Slipping and Rolling on an Inclined Plane

TL;DR

This paper analyzes the motion of particles and spheres on inclined planes, deriving equations for trajectories, conditions for rolling versus slipping, and exact velocities, enhancing understanding of frictional effects in inclined plane dynamics.

Contribution

It provides a detailed analytical study of particle and sphere motion on inclined planes, including trajectory equations and conditions for rolling or slipping based on friction coefficients.

Findings

Derived parametric equations for particle trajectories.

Identified the critical friction coefficient for rolling versus slipping.

Calculated exact velocities and angular velocities of rolling spheres.

Abstract

In the first part of the article using a direct calculation two-dimensional motion of a particle sliding on an inclined plane is investigated for general values of friction coefficient ($\mu$).
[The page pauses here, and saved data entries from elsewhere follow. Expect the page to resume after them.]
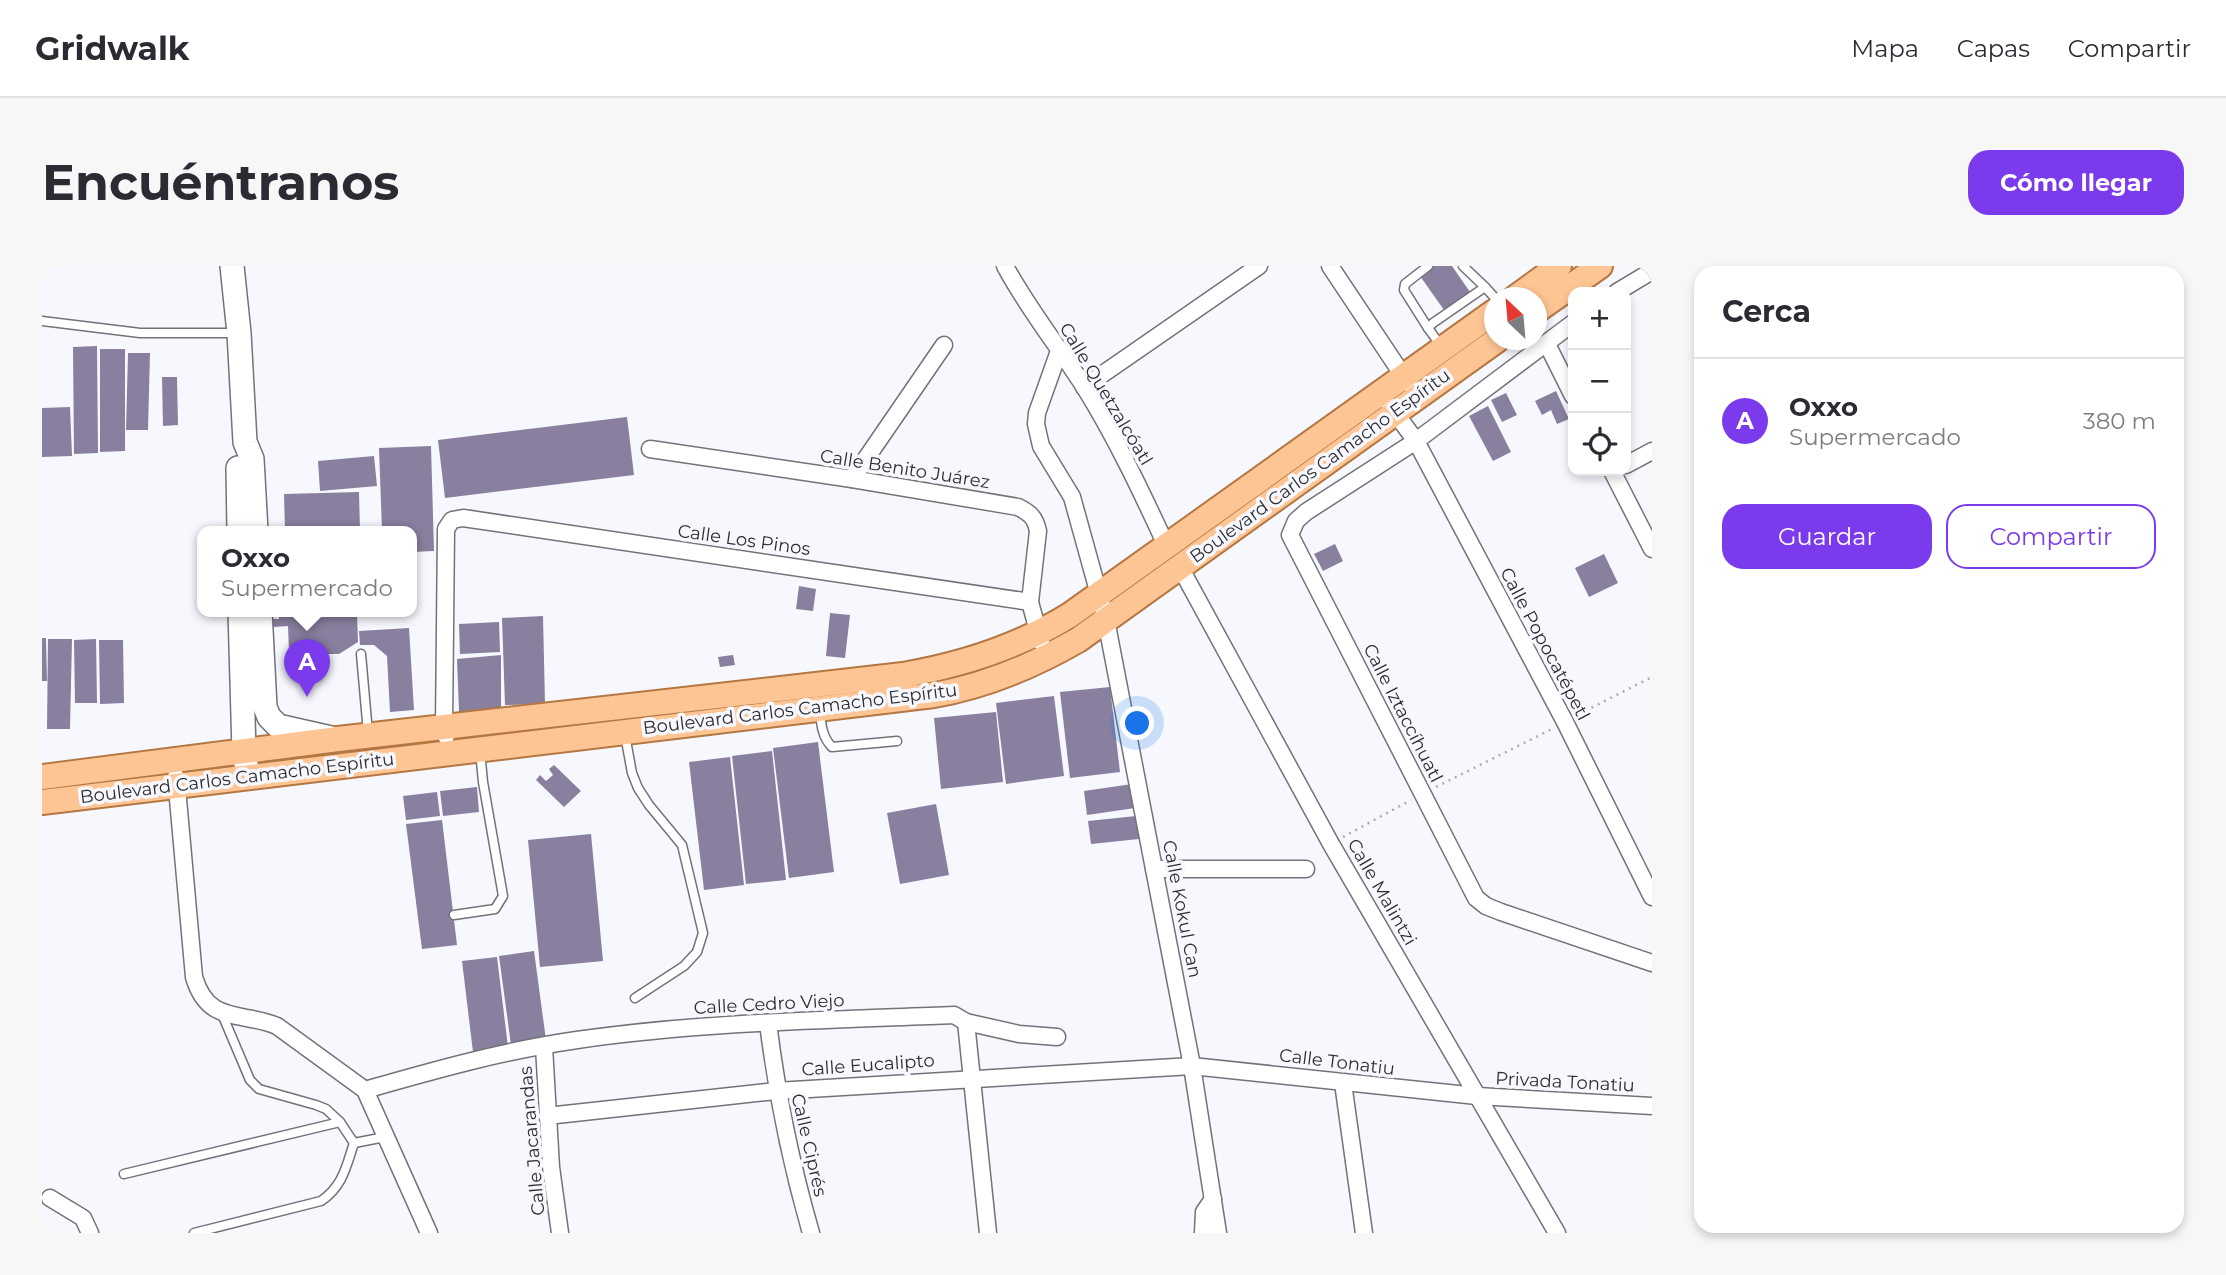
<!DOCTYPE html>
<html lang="es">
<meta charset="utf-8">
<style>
:root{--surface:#fff;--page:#f7f7f7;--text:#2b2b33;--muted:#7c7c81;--line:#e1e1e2;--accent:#7c3aed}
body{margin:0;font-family:Montserrat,sans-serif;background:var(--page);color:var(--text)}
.controls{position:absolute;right:21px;top:21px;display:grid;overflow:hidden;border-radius:14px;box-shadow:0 4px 10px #0003}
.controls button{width:63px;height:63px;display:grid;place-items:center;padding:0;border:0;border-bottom:2px solid var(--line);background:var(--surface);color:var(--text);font:35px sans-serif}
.compass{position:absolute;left:1442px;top:21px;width:63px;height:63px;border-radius:50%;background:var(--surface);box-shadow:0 4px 10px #0003;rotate:334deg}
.you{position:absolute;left:1096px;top:458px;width:24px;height:24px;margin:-18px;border:5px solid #fff;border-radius:50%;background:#1a73e8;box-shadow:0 0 0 10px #1a73e833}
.badge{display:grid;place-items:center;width:46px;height:46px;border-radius:50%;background:var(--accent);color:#fff;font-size:23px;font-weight:700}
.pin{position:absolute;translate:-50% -58px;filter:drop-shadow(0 2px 4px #0008)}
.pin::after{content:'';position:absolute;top:37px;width:24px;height:21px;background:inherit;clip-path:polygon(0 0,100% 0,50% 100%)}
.popup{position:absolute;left:155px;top:260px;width:220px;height:91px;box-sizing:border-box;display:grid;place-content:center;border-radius:14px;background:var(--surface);filter:drop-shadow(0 2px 5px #0005);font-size:23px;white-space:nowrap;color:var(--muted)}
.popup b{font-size:26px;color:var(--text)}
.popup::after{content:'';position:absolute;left:50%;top:100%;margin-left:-14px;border:14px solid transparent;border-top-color:var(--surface)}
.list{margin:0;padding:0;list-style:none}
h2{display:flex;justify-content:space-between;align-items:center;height:91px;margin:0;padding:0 28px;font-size:30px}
h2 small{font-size:23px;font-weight:400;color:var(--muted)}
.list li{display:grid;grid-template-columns:46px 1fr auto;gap:21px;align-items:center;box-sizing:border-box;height:126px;padding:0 28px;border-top:2px solid var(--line)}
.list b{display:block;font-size:26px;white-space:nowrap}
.list p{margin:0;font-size:23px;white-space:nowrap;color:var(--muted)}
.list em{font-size:23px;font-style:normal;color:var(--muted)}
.actions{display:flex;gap:14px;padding:21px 28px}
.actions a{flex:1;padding:16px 0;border:2px solid var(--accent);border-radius:21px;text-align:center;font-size:24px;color:var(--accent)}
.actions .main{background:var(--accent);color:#fff}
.icon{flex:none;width:38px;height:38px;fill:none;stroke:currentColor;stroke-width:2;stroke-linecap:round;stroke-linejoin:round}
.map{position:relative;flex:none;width:1610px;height:967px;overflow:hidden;border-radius:21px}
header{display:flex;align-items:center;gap:42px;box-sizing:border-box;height:98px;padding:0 35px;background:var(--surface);border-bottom:2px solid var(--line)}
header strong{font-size:33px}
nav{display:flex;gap:38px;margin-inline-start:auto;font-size:24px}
.intro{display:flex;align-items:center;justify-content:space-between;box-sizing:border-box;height:168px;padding:0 42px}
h1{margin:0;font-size:49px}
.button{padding:18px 32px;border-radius:21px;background:var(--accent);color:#fff;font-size:24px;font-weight:700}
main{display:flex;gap:42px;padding:0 42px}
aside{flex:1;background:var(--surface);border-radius:21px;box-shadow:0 4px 10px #0003}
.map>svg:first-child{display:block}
.building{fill:#897f9f}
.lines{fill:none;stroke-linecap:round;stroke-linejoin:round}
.lane-casing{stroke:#717378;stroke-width:11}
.street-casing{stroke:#717378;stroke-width:19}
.secondary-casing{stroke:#717378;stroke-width:26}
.primary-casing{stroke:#b47742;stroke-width:28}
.path{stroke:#acaeb3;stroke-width:2.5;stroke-dasharray:2 5;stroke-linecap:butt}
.lane{stroke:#fff;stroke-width:8}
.street{stroke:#fff;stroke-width:16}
.secondary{stroke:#fff;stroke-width:23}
.primary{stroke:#fec594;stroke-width:24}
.labels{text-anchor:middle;stroke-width:7;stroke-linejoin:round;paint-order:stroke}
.street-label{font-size:18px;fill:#2d2e30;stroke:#f6f8fe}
</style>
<header>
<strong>Gridwalk</strong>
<nav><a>Mapa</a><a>Capas</a><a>Compartir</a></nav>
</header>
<div class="intro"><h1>Encuéntranos</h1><a class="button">Cómo llegar</a></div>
<main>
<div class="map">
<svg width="1610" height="967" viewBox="0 0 1610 967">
<rect width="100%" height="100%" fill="#f6f8fe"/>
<!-- building -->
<g class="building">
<polygon points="1392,0 1410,0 1428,26 1402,44 1378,10"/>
<polygon points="55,80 56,187 32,188 31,81"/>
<polygon points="58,83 83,83 83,185 58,186"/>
<polygon points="86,87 108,87 106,164 84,164"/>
<polygon points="120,111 135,111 136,159 121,160"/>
<polygon points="1514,125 1527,153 1515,158 1509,144 1500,149 1493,135"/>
<polygon points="1464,127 1475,149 1460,156 1449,134"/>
<polygon points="1446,140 1469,186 1451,195 1427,150"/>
<polygon points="28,141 30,190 0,191 0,142"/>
<polygon points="585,151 592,209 403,232 396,174"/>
<polygon points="389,180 392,285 370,286 370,265 340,265 337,182"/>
<polygon points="332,190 335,220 278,225 276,195"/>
<polygon points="317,226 318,265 243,265 242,228"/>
<polygon points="1293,278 1301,295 1281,305 1272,288"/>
<polygon points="1562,288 1576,317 1547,331 1533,302"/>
<polygon points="757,320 774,323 771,345 754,343"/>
<polygon points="231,345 245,345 245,351 315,348 316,376 297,388 282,388 282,405 278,409 248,411 246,360 231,361 231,353 237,353 237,349 231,349"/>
<polygon points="788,347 808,349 803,392 784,390"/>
<polygon points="501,350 503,438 463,439 460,352"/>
<polygon points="457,356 458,386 418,388 417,358"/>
<polygon points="367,362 372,444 348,446 345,390 332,379 318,379 317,365"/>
<polygon points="0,372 4,372 5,415 0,415"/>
<polygon points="6,373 30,373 28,463 5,463"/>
<polygon points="54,373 55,437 33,437 32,374"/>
<polygon points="57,374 81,374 82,437 58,438"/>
<polygon points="459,389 459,442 417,446 415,393"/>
<polygon points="691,389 693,399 678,401 676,391"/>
<polygon points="1068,421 1078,506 1028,512 1018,426"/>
<polygon points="1012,430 1022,510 964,518 954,437"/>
<polygon points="954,446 961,516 899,523 892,452"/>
<polygon points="776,476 792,606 747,612 731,482"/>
<polygon points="730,485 744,614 704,618 690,490"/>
<polygon points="688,491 702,619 662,624 647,496"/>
<polygon points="512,499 539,525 522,541 494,514 498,509 504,515 511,509 507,503"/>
<polygon points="1090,518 1093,542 1045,549 1042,525"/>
<polygon points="435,521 437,546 401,550 398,525"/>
<polygon points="395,526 398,550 364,554 361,530"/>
<polygon points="894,538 907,609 858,618 845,547"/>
<polygon points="1094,550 1097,573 1049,578 1046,555"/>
<polygon points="400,554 415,679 380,683 364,558"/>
<polygon points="549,568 561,695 498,701 486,574"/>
<polygon points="492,685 504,774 469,779 457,690"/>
<polygon points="455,691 466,781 431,786 420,695"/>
</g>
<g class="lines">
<defs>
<g id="lane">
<polyline points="1421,0 1443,21"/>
<polyline points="0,55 98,67 194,67"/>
<polyline points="1386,62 1362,24 1363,18 1386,0"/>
<polyline points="1399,80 1386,62 1391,57 1443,21 1453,32"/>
<polyline points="319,388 326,467"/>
<path d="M778,445C779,458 780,471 790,481L855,475"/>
<polyline points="583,469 590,507 596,522 607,539 640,579 661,667 655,686 642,700 593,732"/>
<polyline points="412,649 453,643 461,630 441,516 438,485"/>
<polyline points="180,748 208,814 217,823 274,839 284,843 298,856"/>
<polyline points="82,908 298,856 312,877 343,871"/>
<path d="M152,967L279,935C301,920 304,901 312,877"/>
</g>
<g id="street">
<path d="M963,0C986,43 1017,81 1043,122C1074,172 1099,225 1124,279"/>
<polyline points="1288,0 1366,117"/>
<polyline points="1575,26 1610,5"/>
<polyline points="1531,57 1374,175 1264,246 1254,255 1248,269 1434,632 1444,640 1459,646 1610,697"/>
<polyline points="1505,78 1531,130"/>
<polyline points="1017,85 995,147 994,158 999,180 1030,231 1064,354 1150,800 1176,967"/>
<polyline points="1042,121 1217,0"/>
<polyline points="1348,140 1374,175 1523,456 1610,631"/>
<path d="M608,183L810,213L976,241C988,247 993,251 996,265L988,336L999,376"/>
<polyline points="1584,199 1610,185"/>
<polyline points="1570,205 1610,283"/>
<polyline points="810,213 902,79"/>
<polyline points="1138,301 1289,578 1515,967"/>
<polyline points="404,470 402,461 404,263 410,254 421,252 988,336"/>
<path d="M134,511L152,711C166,759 200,745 235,760L323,824L387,967"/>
<polyline points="1112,603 1264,603"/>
<polyline points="924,756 946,967"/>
<path d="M726,757C735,829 749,898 769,967"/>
<polyline points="502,781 509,901 518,967"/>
<polyline points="1301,817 1322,967"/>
<path d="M323,824C393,804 464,784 535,774C660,756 787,754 912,749L924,756L977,768L1015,771"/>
<polyline points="505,850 734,825 1150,800 1435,830 1610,840"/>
<polyline points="8,932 41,952 48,967"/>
<polyline points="1161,967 1162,946 1171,933"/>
</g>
<g id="secondary">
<polyline points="190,0 197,67 203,176 210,193 214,265"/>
<polyline points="196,202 197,265"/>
<polyline points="198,345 202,486 206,511"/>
<polyline points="218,345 223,441 227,451 236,460 289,472"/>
</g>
<g id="primary">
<polyline points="1473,32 1517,0"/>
<polyline points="1494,45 1558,0"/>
<path d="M0,511L296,473L861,409C920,399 976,381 1028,349L1452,46"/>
<path d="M0,536L892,429C943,420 991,400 1036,374L1455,74"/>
</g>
</defs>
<!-- lane casing -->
<use href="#lane" class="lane-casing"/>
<!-- street casing -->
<use href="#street" class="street-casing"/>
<!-- secondary casing -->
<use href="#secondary" class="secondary-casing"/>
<!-- primary casing -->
<use href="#primary" class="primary-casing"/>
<!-- path -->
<g class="path">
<polyline points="1537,448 1610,411"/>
<polyline points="1394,521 1510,463"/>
<polyline points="1301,571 1369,534"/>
</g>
<!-- lane -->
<use href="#lane" class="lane"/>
<!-- street -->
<use href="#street" class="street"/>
<!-- secondary -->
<use href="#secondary" class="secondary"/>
<!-- primary -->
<use href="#primary" class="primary"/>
</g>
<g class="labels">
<!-- street labels -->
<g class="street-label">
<text transform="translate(1064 128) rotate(59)" y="6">Calle Quetzalcóatl</text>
<text transform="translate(1278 200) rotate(-36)" y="6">Boulevard Carlos Camacho Espíritu</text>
<text transform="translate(863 203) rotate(9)" y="6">Calle Benito Juárez</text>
<text transform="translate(702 274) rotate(8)" y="6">Calle Los Pinos</text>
<text transform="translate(1503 378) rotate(62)" y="6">Calle Popocatépetl</text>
<text transform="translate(758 443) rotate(-7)" y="6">Boulevard Carlos Camacho Espíritu</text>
<text transform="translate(1361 447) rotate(63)" y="6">Calle Iztaccíhuatl</text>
<text transform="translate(195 512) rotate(-7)" y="6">Boulevard Carlos Camacho Espíritu</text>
<text transform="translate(1340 626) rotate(60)" y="6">Calle Malintzi</text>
<text transform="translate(1140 643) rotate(79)" y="6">Calle Kokul Can</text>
<text transform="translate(727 738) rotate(-3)" y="6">Calle Cedro Viejo</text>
<text transform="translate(1295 796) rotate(7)" y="6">Calle Tonatiu</text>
<text transform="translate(826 799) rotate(-4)" y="6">Calle Eucalipto</text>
<text transform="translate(1523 816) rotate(3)" y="6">Privada Tonatiu</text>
<text transform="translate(490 875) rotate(-95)" y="6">Calle Jacarandas</text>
<text transform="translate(767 879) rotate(77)" y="6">Calle Ciprés</text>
</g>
</g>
</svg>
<div class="controls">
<button>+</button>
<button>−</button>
<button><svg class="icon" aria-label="locate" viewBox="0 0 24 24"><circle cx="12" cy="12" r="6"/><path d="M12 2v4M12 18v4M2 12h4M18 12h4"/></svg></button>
</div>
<svg class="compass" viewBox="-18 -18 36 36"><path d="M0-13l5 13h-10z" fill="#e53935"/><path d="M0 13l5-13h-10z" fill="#7c7c81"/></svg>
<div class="you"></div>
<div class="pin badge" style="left:265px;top:431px">A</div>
<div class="popup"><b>Oxxo</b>Supermercado</div>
</div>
<aside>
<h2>Cerca<small></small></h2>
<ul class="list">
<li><span class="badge">A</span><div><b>Oxxo</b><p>Supermercado</p></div><em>380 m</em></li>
</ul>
<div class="actions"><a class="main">Guardar</a><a>Compartir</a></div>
</aside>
</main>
A parametric equation for the trajectory of the particle is also obtained. In the second part of the article the motion of a sphere on the inclined plane is studied. It is shown that the evolution equation for the contact point of a sliding sphere is similar to that of a point particle sliding on an inclined plane whose friction coefficient is $2/7}\ \mu$. If $\mu> 2/7 \tan\theta$, for any arbitrary initial velocity and angular velocity the sphere will roll on the inclined plane after some finite time. In other cases, it will slip on the inclined plane. In the case of rolling center of the sphere moves on a parabola. Finally the velocity and angular velocity of the sphere are exactly computed.